Vendo de outra forma, é certo que não detenho direitos exclusivos sobre o absolutismo das minhas verdades. Algumas pessoas que por minha vida passaram e de mim afastaram-se ou foram afastadas talvez pensem que fui, sim, o único, ou que, por ser o maior culpado, “mereça” carregar tais fardos sozinho. Mas esse é um tipo de mérito que não vale a pena discutir se não houver abertura e paciência para debates; muito menos um a que se possa atribuir uma medalha de honra. E, dessa forma, fica o dito pelo não dito e sempre um lado sai mais fortalecido que outro. Realidade praticamente inevitável. Como já disse, assumir a autoria ou coautoria de uma morte não é, de modo algum, algo fácil.

 

Também dói a morte do que poderia ter sido, ou seja, fracassar ou assistir ao fracasso de algo que sequer foi tentado. Em qualquer campo da vida. Muitas vezes, somos levados a desistir antes de começar por receio de perder tempo, por medo de repetição de insucessos, por covardia mesmo, enfim… há várias razões. E esse tipo de morte, para os que adoram perguntar-se “E se…?” é das mais angustiantes. Porque sem respostas. Porque sem chance de retorno, pelo menos, do mesmo instante decisivo. É por isso que normalmente arrisco. Não consigo ver o fracasso como algo pior que a dúvida. E embora nossa essência humana e naturalmente falha quase sempre conduza a ele, prefiro pontos finais aos de interrogação.  Até porque pelo meio do processo há reticências bem interessantes…

 

Enfim, deixo estas reflexões no dia de Finados para que possamos nos imaginar mais vivos, por mais incrível e antagônico que pareça. Preste respeito e luto a seus mortos: pessoas, sentimentos, fracassos.
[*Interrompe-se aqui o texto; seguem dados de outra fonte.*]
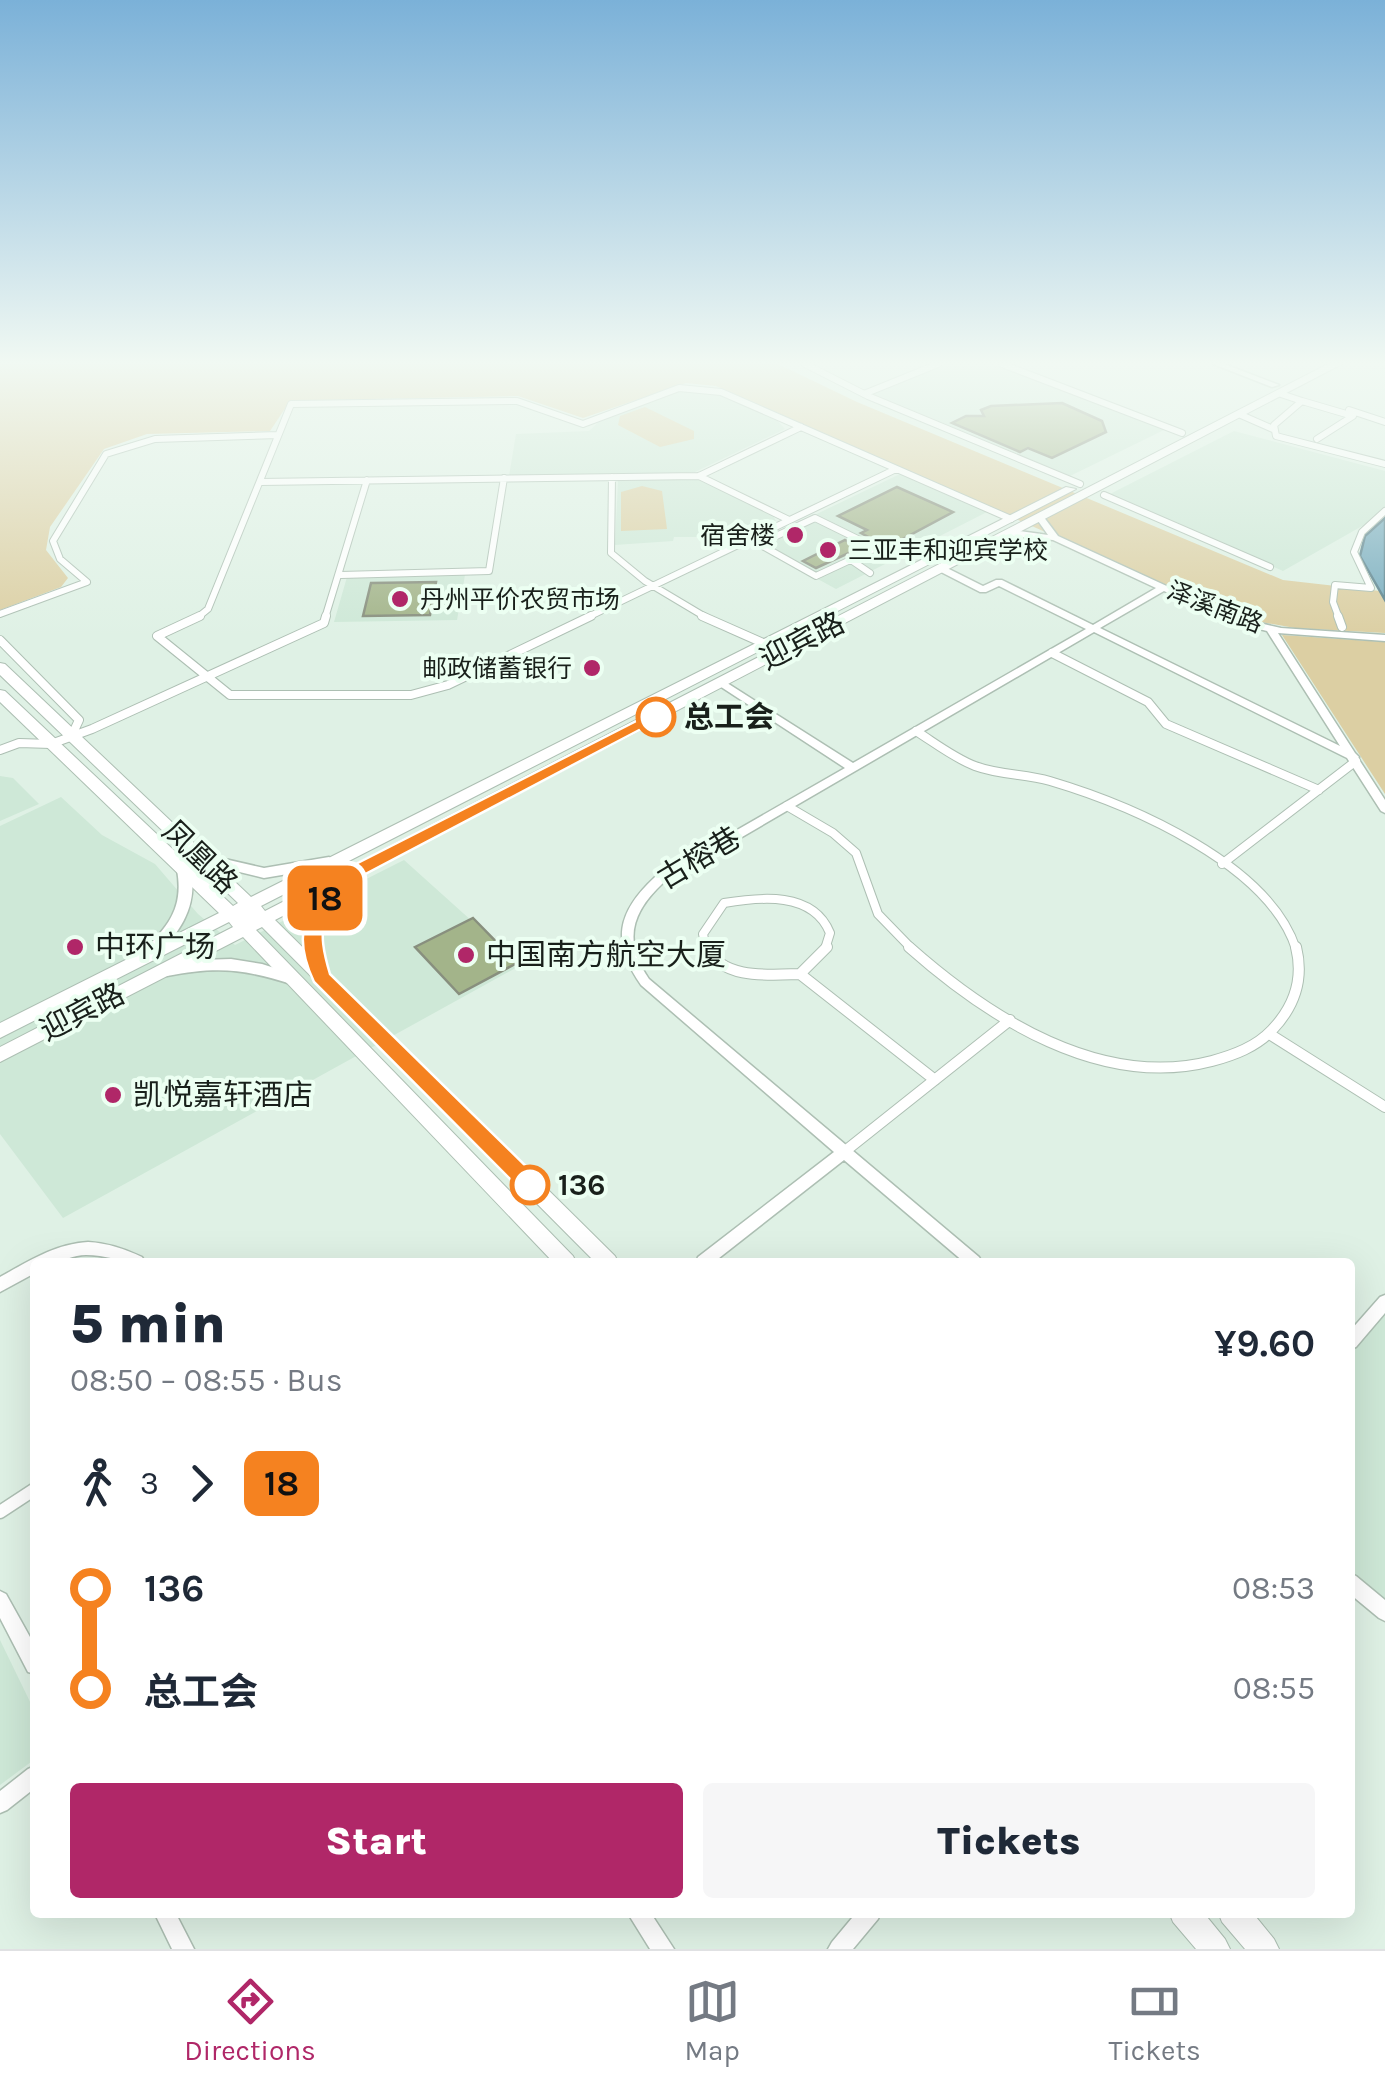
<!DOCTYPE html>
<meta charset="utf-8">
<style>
body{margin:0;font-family:Karla,"Noto Sans SC",sans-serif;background:#f6f6f7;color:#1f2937;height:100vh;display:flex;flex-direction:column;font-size:38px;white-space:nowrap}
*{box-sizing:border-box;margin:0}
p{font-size:32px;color:#747a83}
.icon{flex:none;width:55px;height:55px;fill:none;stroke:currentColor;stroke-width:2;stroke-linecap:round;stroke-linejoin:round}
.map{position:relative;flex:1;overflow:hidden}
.drawer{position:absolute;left:30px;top:1258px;width:1325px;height:660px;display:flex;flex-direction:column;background:#fff;border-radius:10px;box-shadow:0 10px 40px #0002}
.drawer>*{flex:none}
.badge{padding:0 20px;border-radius:15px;font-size:35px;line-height:65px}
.map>.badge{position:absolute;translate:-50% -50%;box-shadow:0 0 0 5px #fff}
.legs{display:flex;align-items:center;gap:15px;height:110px;padding:0 40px;font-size:32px}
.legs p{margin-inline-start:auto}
.headline{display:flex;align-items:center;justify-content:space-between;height:170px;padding:0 40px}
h1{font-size:55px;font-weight:800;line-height:75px}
.cta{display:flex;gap:20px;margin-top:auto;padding:20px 40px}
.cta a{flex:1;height:115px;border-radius:10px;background:#b02768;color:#fff;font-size:40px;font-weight:800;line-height:115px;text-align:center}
.cta a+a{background:#f6f6f7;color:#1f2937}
ul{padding:0 40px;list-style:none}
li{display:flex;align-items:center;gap:35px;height:100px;font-size:38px}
li i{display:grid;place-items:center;width:15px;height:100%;margin:0 12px;background:currentColor}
li i::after{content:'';width:25px;height:25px;margin:-12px;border:8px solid;border-radius:50%;background:#fff}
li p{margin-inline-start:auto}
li:first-child i{background:linear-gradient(#0000 50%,currentColor 0)}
li:last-child i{background:linear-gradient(currentColor 50%,#0000 0)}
.tab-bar{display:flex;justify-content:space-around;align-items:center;height:140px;border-top:2px solid #e0e1e3;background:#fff;font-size:28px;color:#747a83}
.tab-bar a{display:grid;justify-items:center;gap:5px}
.tab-bar .on{color:#b02768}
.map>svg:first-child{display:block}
</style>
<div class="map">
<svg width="1385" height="1949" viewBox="0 0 1385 1949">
<rect width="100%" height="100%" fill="#dff1e5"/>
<path fill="#cee8d7" d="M 946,364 L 993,364 L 1164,430 L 1070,476 L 874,394 Z
M 698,387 L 773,416 L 785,429 L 695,472 L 509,476 L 516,434 L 589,431 L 601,420 L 675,391 Z
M 1234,431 L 1385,471 L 1385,513 L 1283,571 L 1108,495 Z
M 900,474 L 987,512 L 836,589 L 754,544 Z
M 699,478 L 772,514 L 776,521 L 740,537 L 674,537 L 673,541 L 615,545 L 618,481 Z
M 465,575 L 457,620 L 334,622 L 347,577 Z
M 0,776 L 13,778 L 39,804 L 0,821 Z
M 61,797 L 102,835 L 155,864 L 198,914 L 235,945 L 404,860 L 521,965 L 63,1218 L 0,1134 L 0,826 Z
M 1385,1313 L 1385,1610 L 1350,1580 L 1350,1350 Z
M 0,1640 L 35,1712 L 35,1759 L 0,1785 Z"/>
<path fill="#dccfa3" d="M 0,364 L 778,364 L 857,402 L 1283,580 L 1380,591 L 1385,600 L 1385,633 L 1295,628 L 1239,618 L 716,386 L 686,383 L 583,418 L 518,396 L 316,400 L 286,407 L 270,431 L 147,434 L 104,449 L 50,527 L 46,550 L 68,578 L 61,587 L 0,610 Z
M 645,407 L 694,431 L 694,439 L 660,447 L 618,425 L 620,416 Z
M 642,486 L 662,491 L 667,529 L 621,531 L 621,492 Z
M 1282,635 L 1385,642 L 1385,794 Z"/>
<path fill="#79adbf" stroke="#5c838e" stroke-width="2.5" d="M 1385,518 L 1385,600 L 1360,556 L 1365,536 Z"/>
<path fill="#a3b48a" stroke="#888f7e" stroke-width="2.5" d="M 1062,403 L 1102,421 L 1106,432 L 1052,458 L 1028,448 L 1020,452 L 952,423 L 966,416 L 984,416 L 981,410 L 991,406 Z
M 897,487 L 953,512 L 895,543 L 885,538 L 878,542 L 861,533 L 867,530 L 838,516 Z
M 845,540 L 860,548 L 816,568 L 803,561 Z
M 436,582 L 430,615 L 363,616 L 371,583 Z
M 473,918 L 517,963 L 459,994 L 415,947 Z"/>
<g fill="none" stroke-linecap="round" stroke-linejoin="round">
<defs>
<path id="street-far3" d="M 805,364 L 868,396 L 1080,484
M 1002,364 L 1182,433
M 864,394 L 938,364
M 1281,394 L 1302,401 L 1274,425 L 1276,436 L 1385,464
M 1302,401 L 1353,416 L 1317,439
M 1349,410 L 1385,422
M 1241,415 L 1273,429
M 699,476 L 789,520
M 612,477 L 611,553 L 645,581 L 707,618
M 260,482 L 699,476 L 801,427
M 1104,495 L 1270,567
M 815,518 L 876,548 L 816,576 L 759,544 Z
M 851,560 L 870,573
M 341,575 L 489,571 L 504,478
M 0,614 L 87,582 L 60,559 L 53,541 L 106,454 L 155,439 L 278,435
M 197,618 L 208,609 L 291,404 L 517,401 L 583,424 L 679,388 L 721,392 L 1011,519
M 325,618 L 367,480
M 586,618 L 896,469
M 1339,618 L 1333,602 L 1335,585 L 1371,588 L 1354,552 L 1362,532 L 1385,511"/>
<path id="street-far2" d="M 200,616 L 157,636 L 230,695 L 411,695 L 448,685 L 591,616
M 702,616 L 781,651
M 1338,616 L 1342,627
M 0,640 L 79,720 L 72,735
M 1052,653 L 1148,702 L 1166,724 L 1319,790
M 916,731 C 935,743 954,758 975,766 C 999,775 1026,774 1050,781 C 1131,805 1269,864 1296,949
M 0,750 L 19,743 L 51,744 L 92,729 L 324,623 L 326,616
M 787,806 L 833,833 L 856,853 L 878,914 L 912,949
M 1222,864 L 1356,761
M 706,949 L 703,934 L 724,903 C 760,897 813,891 830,933 L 825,949"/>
<path id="street-far1" d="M 705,947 C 724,980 767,975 800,974
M 909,947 C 989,1018 1101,1090 1212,1061 C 1234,1055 1256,1047 1272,1030 C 1294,1007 1304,979 1296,947
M 800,974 L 935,1080
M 800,974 L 827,947
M 1271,1035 L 1385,1107
M 844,1152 L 1010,1020"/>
<path id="street" d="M 0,1512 L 35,1489"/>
<path id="secondary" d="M 1213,364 L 1224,364 L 1279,385 L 1272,387 Z
M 1037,516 L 1043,516 L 1058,536 L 1234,617 L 1281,628 L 1385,635 L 1385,641 L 1278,633 L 1355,753 L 1359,757 L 1358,758 L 1385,800 L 1385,813 L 1381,811 L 1347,758 L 1094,632 L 663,883 C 631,913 623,941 649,979 L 979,1257 L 982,1262 L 964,1262 L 844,1160 L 714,1262 L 696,1262 L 698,1257 L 834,1152 L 641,985 C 611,942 617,912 655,877 L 845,768 L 715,683 L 716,681 L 724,681 L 853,763 L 1086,629 L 999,586 L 986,592 L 980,592 L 939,571 L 939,567 L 945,567 L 983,586 L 996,580 L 1002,580 L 1093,625 L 1156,588 L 1053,540 L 1012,536 L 1008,533 L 1012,530 L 1048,535 L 1036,518 ZM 1164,591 L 1228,621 L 1267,631 L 1340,746 L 1100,628 Z
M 88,1242 C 108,1243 125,1249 142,1257 L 145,1262 C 124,1263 106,1255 86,1255 C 73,1255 64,1261 52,1262 C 47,1263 41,1262 35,1262 L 35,1273 L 0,1292 L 0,1277 C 29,1261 55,1244 88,1242 Z
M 1385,1295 L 1385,1313 L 1356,1347 L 1350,1349 L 1350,1331 L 1380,1297 Z
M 1350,1573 L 1356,1576 L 1385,1600 L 1385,1621 L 1379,1618 L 1350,1594 Z
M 0,1591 L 6,1594 L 35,1646 L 35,1674 L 28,1672 L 0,1618 Z
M 35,1766 L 35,1788 L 7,1810 L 0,1813 L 0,1791 L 28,1769 Z
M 154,1912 L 175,1912 L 194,1949 L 172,1949 Z
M 627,1912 L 650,1912 L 674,1949 L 650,1949 Z
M 857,1912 L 881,1912 L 878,1919 L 853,1949 L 828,1949 L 832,1942 Z"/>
<path id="primary" d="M 203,854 L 264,868 L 329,857 L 336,862 L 329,867 L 264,878 L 198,862 L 196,859 L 198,856 Z
M 184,865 L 191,870 C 198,908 179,934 152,960 L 142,960 L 140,956 L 142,952 C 168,927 184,908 177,870 Z
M 349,871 L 356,876 C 321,920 314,919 329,978 L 321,983 L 313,978 C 301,928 307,909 344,873 Z
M 231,959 L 262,964 L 299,976 L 302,980 L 294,985 C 245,969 218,966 167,976 L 160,971 L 162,967 L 200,960 Z"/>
<path id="highway" d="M 1328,364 L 1342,364 L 275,920 L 615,1256 L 618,1262 L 595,1262 L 262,927 L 256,930 L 573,1256 L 576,1262 L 553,1262 L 243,937 L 0,1062 L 0,1047 L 233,927 L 229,922 L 0,1038 L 0,1023 L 219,913 L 0,702 L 0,690 L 5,691 L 233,906 L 238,903 L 0,675 L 0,663 L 5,664 L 251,897 L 1066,487 L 1076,489 L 261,906 L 265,911 Z
M 1169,1912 L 1203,1912 L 1225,1939 L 1230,1949 L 1196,1949 L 1173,1922 Z
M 1218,1912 L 1252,1912 L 1274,1939 L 1279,1949 L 1245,1949 L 1222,1922 Z"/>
</defs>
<use href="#street-far3" stroke="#adbfb3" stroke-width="8"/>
<use href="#street-far2" stroke="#adbfb3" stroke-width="10"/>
<use href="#street-far1" stroke="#adbfb3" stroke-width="12"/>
<use href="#street" stroke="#adbfb3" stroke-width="15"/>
<use href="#secondary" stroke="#adbfb3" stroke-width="3"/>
<use href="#primary" stroke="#adbfb3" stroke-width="3"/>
<use href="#highway" stroke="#adbfb3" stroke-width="2"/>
<use href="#street-far3" stroke="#fff" stroke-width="6"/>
<use href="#street-far2" stroke="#fff" stroke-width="8"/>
<use href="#street-far1" stroke="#fff" stroke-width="10"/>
<use href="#street" stroke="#fff" stroke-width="12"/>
<use href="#secondary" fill="#fff" fill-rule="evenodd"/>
<use href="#primary" fill="#fff" fill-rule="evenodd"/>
<use href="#highway" fill="#fff" fill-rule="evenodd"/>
</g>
<linearGradient id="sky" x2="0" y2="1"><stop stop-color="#7bb1d8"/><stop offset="0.57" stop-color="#f1f9f3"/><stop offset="1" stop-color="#f1f9f3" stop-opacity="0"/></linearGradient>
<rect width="1385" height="637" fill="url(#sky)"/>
<path fill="#f58220" stroke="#fff" stroke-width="2.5" d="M 650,714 L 664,717 L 356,879 C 321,913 316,927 330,974 L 538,1178 L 541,1185 L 530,1194 L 522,1191 L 314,982 C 290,932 306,905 344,870 Z"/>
<g fill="#b02768" stroke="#ecfff2" stroke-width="4">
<circle cx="795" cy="535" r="10"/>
<circle cx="828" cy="550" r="10"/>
<circle cx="400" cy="599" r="10"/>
<circle cx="592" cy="668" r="10"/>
<circle cx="75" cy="947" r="10"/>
<circle cx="466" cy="955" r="10"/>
<circle cx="113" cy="1095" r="10"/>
</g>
<g fill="#fff" stroke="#f58220" stroke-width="5">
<circle cx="656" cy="717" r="18"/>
<circle cx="530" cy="1185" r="18"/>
</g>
<g text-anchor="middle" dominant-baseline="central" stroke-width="8" stroke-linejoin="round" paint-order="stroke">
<g font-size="25" fill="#19201b" stroke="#ecfff2" text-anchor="end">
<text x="775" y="535">宿舍楼</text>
<text x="848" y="550" text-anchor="start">三亚丰和迎宾学校</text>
<text x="420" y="599" text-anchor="start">丹州平价农贸市场</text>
<text x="572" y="668">邮政储蓄银行</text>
</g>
<g font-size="25" fill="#19201b" stroke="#ecfff2">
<text transform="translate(1215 607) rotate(21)">泽溪南路</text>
</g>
<g font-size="30" fill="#19201b" stroke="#ecfff2">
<text transform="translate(802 641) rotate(-27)">迎宾路</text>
<text transform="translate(200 857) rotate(44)">凤凰路</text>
<text transform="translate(699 858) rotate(-31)">古榕巷</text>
<text transform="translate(82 1012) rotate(-27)">迎宾路</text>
</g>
<g font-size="30" font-weight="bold" fill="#19201b" stroke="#ecfff2" text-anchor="start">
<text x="684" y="717">总工会</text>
<text x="558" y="1185">136</text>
</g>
<g font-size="30" fill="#19201b" stroke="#ecfff2" text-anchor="start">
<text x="95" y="947">中环广场</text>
<text x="486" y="955">中国南方航空大厦</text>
<text x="133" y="1095">凯悦嘉轩酒店</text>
</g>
</g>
</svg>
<b class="badge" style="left:325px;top:898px;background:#f58220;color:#111">18</b>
<section class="drawer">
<div class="headline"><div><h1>5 min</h1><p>08:50 – 08:55 · Bus</p></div><b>¥9.60</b></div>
<div class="legs"><svg class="icon" aria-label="walk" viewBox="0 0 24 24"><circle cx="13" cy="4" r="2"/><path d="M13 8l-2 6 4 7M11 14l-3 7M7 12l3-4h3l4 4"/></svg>3<svg class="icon" aria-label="forward" viewBox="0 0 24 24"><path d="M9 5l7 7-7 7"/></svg><b class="badge" style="background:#f58220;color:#111">18</b></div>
<ul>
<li><i style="color:#f58220"></i><b>136</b><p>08:53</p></li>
<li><i style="color:#f58220"></i><b>总工会</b><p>08:55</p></li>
</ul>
<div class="cta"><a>Start</a><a>Tickets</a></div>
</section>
</div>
<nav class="tab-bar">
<a class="on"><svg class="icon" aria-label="directions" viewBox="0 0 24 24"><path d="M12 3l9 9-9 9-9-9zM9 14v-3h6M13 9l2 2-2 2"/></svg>Directions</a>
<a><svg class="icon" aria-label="map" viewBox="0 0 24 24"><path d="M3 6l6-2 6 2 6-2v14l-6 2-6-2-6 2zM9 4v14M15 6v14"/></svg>Map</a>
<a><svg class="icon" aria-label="tickets" viewBox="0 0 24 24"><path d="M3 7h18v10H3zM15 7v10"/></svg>Tickets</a>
</nav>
Mas lembre-se de que não podemos desistir da vida. O pior suicídio é o dos ideais, o da vontade de ressurgir, ainda que lenta, dolorosa e solitariamente, graças, por vezes, à incompreensão alheia de que a superação sempre é melhor quando compartilhada. Assim, depois de estarem mais animados e dispostos a revitalizarem seus dias (e perdoem-me o trocadilho infame a seguir, não seria eu, se não fizesse “ao menos” um, nem que no fim – ops – do texto), descansem em paz.